How Toastmasters skills benefit Ph.D. candidates.

By Paul Artale, DTM, AS


The journey to a Ph.D. is filled with long nights, intense debate, and constant doubts over the question “Can I do this?” Thankfully, Toastmasters helped me answer with a resounding yes! Ten years later I have my Ph.D. and an Accredited Speaker designation and am confident as an expert in the fields of motivation, mindset, and work-life balance. Toastmasters played a crucial part in that success.

In 2010 I walked into a small conference room in Erickson Hall at Michigan State University for my first Toastmasters meeting as a guest. Susan was the first Toastmaster I met, and she asked me why I wanted to join. I replied, “I overcame a physical disability to play college football. I want to use that story to motivate others to achieve their dreams, just like my hero Jim Abbott (a one-handed Major League Baseball player).”

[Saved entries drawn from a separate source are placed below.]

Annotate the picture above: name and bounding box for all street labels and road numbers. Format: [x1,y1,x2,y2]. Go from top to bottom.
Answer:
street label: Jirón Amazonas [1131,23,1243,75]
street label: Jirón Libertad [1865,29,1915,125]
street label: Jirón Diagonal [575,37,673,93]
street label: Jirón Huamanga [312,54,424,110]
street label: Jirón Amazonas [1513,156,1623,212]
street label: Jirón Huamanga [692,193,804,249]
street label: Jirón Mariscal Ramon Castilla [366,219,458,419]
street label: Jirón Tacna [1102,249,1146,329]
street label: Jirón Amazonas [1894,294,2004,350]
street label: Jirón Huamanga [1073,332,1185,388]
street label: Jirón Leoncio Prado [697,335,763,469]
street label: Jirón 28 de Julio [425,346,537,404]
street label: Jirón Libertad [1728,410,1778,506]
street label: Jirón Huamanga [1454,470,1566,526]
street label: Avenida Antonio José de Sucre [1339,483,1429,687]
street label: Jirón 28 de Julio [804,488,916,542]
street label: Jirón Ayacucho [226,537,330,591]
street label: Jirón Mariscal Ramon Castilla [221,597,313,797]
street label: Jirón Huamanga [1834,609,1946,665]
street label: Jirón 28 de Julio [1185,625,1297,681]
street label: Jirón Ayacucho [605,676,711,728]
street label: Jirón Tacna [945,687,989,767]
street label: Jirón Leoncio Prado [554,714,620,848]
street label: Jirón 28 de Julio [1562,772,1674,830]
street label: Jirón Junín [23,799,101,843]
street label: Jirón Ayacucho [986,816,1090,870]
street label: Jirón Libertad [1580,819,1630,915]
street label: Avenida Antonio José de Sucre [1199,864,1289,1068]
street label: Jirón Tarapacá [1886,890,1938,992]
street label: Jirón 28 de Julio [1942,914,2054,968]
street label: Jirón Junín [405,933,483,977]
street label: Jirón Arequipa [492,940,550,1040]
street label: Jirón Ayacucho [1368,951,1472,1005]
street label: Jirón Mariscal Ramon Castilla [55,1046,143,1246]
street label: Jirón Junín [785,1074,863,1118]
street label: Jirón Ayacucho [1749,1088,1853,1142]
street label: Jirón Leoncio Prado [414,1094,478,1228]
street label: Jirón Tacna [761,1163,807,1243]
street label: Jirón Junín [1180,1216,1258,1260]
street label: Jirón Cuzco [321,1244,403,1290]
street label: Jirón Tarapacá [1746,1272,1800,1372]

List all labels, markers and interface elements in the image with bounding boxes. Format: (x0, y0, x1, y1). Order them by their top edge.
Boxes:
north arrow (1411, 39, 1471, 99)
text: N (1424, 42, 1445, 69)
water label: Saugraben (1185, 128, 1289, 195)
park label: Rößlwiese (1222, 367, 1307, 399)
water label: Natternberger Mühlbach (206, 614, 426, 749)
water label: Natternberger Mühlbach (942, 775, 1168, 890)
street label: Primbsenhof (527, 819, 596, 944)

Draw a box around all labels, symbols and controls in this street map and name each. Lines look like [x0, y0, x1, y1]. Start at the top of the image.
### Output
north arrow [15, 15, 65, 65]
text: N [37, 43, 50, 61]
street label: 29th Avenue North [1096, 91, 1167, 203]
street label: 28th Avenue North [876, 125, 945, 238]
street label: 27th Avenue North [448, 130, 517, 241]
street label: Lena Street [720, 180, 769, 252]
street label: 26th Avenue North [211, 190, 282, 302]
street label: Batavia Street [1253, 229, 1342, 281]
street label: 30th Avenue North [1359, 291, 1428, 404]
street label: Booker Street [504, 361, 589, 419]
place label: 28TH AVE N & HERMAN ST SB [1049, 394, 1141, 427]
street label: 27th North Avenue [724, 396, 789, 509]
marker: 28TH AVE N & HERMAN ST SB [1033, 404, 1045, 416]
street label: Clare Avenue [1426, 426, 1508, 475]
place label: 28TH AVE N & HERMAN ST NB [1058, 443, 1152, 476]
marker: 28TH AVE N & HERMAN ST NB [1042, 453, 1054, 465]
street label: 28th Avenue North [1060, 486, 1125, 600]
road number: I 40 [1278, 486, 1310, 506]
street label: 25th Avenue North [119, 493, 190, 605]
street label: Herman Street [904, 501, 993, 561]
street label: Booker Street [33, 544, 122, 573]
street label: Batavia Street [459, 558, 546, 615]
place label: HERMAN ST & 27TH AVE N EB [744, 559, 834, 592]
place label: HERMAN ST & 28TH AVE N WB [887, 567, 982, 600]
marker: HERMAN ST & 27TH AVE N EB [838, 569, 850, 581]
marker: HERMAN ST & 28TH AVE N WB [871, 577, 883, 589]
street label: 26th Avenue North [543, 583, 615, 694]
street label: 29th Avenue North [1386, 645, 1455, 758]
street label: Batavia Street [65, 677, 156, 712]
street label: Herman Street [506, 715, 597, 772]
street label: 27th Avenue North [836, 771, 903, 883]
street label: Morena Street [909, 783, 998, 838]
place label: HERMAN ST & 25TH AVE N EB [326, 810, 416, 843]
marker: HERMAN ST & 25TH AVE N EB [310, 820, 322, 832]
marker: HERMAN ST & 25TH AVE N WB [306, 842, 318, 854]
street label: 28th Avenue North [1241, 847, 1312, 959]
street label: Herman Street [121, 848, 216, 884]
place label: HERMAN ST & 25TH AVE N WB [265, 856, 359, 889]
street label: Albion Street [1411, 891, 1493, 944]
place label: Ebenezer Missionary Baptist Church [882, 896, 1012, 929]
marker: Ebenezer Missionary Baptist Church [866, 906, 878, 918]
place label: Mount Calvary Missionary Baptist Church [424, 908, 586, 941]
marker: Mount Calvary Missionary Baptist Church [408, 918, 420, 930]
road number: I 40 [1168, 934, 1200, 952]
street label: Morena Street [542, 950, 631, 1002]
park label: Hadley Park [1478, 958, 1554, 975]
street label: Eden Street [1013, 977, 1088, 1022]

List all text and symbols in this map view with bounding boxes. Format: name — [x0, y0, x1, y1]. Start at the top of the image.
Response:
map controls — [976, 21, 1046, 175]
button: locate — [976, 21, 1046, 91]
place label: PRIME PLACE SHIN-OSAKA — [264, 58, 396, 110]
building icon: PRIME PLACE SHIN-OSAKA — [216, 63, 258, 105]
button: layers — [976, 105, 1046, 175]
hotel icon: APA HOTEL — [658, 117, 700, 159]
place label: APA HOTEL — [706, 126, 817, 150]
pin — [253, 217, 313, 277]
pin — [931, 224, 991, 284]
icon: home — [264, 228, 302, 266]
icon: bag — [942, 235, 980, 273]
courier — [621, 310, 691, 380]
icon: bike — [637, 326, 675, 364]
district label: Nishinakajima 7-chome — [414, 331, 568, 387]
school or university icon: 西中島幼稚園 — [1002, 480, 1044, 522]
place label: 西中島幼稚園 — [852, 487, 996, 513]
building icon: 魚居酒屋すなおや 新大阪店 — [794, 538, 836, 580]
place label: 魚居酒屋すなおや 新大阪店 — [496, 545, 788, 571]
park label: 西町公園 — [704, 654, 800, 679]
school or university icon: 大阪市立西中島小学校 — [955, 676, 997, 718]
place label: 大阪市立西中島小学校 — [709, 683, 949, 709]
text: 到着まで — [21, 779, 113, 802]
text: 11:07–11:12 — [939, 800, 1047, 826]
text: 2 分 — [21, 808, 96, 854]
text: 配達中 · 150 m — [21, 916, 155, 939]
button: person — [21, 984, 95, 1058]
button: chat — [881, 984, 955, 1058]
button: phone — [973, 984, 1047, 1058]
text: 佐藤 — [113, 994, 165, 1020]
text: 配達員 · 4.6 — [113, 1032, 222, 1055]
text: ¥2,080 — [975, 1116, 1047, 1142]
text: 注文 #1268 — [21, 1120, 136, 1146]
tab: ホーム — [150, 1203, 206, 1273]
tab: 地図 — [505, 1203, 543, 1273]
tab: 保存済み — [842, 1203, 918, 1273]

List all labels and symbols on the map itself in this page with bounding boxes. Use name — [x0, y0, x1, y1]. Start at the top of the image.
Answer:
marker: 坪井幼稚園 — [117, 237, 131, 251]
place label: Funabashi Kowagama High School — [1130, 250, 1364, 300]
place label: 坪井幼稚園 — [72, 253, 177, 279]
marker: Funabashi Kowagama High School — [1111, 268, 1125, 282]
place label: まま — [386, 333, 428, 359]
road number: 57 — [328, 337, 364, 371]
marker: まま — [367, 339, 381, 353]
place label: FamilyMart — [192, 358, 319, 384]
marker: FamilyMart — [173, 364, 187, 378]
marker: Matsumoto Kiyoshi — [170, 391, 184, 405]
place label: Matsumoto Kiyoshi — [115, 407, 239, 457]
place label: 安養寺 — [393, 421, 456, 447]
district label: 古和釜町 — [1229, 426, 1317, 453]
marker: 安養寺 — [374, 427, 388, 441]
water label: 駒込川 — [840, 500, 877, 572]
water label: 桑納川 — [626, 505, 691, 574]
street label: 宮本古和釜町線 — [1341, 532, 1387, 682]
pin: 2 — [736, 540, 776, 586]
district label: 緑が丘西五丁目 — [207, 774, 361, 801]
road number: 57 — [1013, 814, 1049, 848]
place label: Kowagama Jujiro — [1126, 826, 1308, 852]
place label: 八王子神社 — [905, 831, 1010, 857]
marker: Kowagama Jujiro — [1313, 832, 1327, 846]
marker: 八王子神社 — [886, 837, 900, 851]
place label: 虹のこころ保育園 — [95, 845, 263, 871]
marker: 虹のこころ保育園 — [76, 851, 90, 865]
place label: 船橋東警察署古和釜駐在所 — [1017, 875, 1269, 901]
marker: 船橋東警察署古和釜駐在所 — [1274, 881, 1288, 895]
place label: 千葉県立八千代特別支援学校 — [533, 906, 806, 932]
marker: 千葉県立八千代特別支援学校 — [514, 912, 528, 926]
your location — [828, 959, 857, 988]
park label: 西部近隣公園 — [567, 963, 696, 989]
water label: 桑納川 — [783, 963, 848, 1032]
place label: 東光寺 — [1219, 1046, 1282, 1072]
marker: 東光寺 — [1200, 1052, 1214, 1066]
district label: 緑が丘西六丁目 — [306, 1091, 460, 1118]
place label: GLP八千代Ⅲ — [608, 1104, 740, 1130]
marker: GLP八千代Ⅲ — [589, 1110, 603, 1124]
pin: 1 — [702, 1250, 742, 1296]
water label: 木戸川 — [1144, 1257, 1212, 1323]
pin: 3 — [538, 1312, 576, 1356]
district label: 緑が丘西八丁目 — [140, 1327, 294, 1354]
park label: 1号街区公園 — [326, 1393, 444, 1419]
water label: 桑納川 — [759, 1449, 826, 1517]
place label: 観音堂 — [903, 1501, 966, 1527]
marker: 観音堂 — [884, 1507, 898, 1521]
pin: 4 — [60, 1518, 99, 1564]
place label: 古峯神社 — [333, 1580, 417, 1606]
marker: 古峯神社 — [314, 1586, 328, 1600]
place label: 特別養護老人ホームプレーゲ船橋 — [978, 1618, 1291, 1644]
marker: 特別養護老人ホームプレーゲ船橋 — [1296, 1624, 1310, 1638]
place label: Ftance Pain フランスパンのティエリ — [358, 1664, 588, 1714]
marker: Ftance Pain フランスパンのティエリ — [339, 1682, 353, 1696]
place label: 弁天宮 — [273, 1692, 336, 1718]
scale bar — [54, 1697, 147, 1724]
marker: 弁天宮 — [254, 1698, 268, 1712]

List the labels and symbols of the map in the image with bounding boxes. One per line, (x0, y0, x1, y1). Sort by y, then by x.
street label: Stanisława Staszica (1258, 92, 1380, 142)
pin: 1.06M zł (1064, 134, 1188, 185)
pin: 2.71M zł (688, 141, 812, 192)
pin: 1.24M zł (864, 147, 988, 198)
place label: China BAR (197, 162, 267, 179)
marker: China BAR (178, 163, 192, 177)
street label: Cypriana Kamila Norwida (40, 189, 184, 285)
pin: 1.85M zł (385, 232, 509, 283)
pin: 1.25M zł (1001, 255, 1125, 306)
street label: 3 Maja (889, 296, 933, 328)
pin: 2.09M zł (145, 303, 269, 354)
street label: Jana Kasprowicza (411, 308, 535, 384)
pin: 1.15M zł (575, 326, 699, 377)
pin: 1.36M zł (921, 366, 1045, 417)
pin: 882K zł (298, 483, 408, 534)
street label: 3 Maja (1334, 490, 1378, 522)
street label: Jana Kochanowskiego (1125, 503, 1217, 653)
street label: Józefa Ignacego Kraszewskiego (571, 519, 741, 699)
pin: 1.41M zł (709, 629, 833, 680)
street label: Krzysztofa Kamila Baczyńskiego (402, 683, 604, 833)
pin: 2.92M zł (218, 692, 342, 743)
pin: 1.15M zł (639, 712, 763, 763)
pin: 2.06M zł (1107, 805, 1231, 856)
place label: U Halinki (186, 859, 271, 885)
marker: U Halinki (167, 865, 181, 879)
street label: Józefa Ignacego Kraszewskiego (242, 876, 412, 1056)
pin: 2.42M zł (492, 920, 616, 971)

As I reflected on this journey, I discovered five ways Toastmasters helped me (and can help Ph.D. students) to be successful.

1 Find an “academic voice.”

My club was where I practiced academic presentations and gained confidence speaking on academic topics. Learning to speak as a scholar or expert can be frightening. Doctoral students are expected to be familiar with academic reading and writing but are rarely taught to verbally communicate or present. This can be intimidating for those who teach classes and present research at conferences. Toastmasters provides ample opportunities to practice expressing your thoughts and develop a strong, confident academic voice.

2 Find an “expert voice.”

Expert voice refers to the ability to communicate your research in a way a general audience can understand. Developing my expert voice happened by chance during Table Topics®. I was asked to give an analogy to explain my research, which was on how people’s preferences and abilities to set boundaries affect their job satisfaction. To best describe work-life balance, I thought of a dinner plate at a buffet. Some people go to a buffet and make sure that the food on the plate does not touch, while others pile and mix food. Neither is wrong, but understanding which we prefer is vital in bringing about work-life balance. Two minutes and 31 seconds later, I had the beginning of an analogy that I still use today.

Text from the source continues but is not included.